Technical Lead – Thea Tlsty, University of California, San Francisco
This project seeks to understand the mechanisms of explosive evolution and adaption under stress that can activate the forces for cancer progression and resistance to chemotherapy in mammalian cells.
We initiate our studies with the mammalian cell’s earliest response to stress. Applying fundamental principles of evolution dynamics, we examine stress-response transcription programs that have evolved in non-cancerous, pre-cancerous and cancerous human cells. Most cells of functioning tissue are programmed to arrest or die when exposed to DNA damage. In normal or “wild-type” human mammalian cells, the tumor suppressor protein p53 is the main mediator of this DNA damage response. This damage response can include programmed cell death (apoptosis) or cell cycle arrest. The abrogation of the DNA damage response is a hallmark of most cancers. Signals from the micro-environment of pre-malignant and malignant cells can modulate their response to stress and allow them to evade death.

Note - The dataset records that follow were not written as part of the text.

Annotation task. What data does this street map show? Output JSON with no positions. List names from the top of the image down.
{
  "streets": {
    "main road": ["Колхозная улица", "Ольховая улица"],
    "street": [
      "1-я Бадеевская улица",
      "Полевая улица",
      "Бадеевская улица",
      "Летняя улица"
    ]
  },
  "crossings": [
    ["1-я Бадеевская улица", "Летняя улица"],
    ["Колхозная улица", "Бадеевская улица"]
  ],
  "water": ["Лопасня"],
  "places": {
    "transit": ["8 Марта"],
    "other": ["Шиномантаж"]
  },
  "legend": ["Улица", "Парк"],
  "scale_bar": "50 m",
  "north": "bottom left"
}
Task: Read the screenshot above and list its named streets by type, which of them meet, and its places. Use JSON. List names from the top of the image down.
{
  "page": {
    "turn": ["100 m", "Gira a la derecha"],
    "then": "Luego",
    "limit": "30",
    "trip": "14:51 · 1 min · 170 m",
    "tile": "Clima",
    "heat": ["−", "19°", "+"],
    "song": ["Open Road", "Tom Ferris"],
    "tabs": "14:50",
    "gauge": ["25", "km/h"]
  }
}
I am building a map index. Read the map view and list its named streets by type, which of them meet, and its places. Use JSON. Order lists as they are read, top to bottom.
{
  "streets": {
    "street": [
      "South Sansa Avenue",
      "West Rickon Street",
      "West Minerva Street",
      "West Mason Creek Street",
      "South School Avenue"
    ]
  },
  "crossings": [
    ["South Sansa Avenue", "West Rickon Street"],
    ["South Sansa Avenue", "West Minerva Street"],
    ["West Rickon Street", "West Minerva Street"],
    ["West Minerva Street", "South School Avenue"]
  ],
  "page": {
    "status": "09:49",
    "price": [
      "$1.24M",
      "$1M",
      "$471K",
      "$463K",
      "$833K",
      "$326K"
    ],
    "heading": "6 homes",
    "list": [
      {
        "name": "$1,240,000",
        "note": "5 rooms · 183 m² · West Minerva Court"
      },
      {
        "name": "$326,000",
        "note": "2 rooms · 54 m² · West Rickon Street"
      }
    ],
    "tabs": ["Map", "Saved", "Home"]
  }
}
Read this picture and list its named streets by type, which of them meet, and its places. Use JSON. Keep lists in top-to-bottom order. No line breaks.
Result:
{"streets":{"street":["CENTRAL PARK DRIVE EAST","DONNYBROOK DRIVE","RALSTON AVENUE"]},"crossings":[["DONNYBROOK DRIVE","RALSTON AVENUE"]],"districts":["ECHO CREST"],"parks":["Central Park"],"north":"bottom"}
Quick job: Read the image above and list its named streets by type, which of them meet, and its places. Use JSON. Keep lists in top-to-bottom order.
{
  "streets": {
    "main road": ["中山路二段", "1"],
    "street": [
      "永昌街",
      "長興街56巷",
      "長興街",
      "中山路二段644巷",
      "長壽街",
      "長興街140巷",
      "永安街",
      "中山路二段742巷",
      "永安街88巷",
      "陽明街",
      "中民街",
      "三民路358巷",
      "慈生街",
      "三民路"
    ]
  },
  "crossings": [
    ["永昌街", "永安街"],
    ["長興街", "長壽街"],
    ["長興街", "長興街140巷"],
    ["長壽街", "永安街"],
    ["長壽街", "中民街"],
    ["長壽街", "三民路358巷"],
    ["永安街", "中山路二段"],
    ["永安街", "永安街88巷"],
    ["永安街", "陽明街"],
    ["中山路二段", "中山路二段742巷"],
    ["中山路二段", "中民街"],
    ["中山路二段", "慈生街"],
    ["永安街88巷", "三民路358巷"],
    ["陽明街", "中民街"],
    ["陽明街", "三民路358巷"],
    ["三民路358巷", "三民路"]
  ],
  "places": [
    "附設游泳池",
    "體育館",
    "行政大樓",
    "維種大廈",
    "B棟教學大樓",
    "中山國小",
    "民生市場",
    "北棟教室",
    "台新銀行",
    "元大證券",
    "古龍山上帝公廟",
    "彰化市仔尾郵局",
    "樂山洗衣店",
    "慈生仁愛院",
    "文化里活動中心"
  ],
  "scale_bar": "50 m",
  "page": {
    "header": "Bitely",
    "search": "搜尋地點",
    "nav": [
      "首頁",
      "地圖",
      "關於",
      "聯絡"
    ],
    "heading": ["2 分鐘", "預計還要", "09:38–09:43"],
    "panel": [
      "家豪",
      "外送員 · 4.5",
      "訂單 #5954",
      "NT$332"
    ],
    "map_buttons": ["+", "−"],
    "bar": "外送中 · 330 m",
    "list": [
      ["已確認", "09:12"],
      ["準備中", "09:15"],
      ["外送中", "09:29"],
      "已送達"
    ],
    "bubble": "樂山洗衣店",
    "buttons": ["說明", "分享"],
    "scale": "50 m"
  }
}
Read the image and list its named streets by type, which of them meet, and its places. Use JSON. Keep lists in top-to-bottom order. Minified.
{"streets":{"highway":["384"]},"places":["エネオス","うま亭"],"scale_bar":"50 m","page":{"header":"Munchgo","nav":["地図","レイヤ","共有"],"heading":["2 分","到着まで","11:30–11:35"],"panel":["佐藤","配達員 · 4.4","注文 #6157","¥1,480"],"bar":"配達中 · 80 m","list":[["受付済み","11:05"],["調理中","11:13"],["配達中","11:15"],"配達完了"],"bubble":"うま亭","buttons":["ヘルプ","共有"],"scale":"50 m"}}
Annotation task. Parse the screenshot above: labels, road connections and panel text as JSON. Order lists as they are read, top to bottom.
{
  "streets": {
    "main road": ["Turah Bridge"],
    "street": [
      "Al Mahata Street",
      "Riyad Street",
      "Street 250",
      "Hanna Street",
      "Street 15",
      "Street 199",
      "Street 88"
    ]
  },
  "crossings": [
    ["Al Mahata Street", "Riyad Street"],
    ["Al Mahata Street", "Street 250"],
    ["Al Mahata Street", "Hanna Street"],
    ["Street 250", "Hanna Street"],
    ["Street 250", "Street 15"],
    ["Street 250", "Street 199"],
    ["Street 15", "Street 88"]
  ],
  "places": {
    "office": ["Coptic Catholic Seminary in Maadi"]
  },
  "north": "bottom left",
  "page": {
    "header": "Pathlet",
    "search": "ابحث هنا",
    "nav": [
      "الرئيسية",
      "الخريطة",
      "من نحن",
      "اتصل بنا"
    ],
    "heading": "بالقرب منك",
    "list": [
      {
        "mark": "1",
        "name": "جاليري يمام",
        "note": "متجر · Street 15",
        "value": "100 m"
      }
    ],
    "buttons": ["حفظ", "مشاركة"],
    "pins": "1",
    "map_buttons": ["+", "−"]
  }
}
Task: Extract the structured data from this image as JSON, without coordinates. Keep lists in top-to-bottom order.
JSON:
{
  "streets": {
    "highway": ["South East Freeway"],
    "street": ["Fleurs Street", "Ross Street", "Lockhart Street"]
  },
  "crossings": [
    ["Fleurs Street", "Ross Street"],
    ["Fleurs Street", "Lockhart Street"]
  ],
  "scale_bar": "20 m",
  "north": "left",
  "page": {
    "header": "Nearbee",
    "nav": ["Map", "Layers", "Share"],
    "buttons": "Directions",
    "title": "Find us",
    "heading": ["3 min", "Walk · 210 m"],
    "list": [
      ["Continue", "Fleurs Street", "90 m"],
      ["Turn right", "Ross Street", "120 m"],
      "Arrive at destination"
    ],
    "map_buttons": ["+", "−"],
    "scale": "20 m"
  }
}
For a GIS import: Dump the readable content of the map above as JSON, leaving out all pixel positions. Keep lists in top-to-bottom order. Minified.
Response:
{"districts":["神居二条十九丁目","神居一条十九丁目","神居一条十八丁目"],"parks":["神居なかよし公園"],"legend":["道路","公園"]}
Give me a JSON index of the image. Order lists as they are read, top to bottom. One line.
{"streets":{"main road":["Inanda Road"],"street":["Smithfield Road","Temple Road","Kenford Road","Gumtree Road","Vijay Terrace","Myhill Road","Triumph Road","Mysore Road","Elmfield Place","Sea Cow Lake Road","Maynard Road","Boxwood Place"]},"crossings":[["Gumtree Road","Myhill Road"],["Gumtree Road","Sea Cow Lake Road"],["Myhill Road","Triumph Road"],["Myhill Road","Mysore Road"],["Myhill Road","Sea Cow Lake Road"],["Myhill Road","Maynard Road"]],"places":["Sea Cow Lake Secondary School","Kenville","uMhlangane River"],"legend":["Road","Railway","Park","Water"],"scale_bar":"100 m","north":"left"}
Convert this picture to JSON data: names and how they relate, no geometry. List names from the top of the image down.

We find that Transforming Growth Factor TGFbeta is involved in crosstalk with p53 signaling pathways in normal, pre-malignant and malignant human mammary cells. TGFbeta signaling attenuates the stress-induced p53-mediated apoptosis in pre-malignant and malignant mammary cells, but not in normal cells. TBFbeta signaling may contribute to breast cancer progression by protecting pre-malignant and metastatic cells from programmed cell death.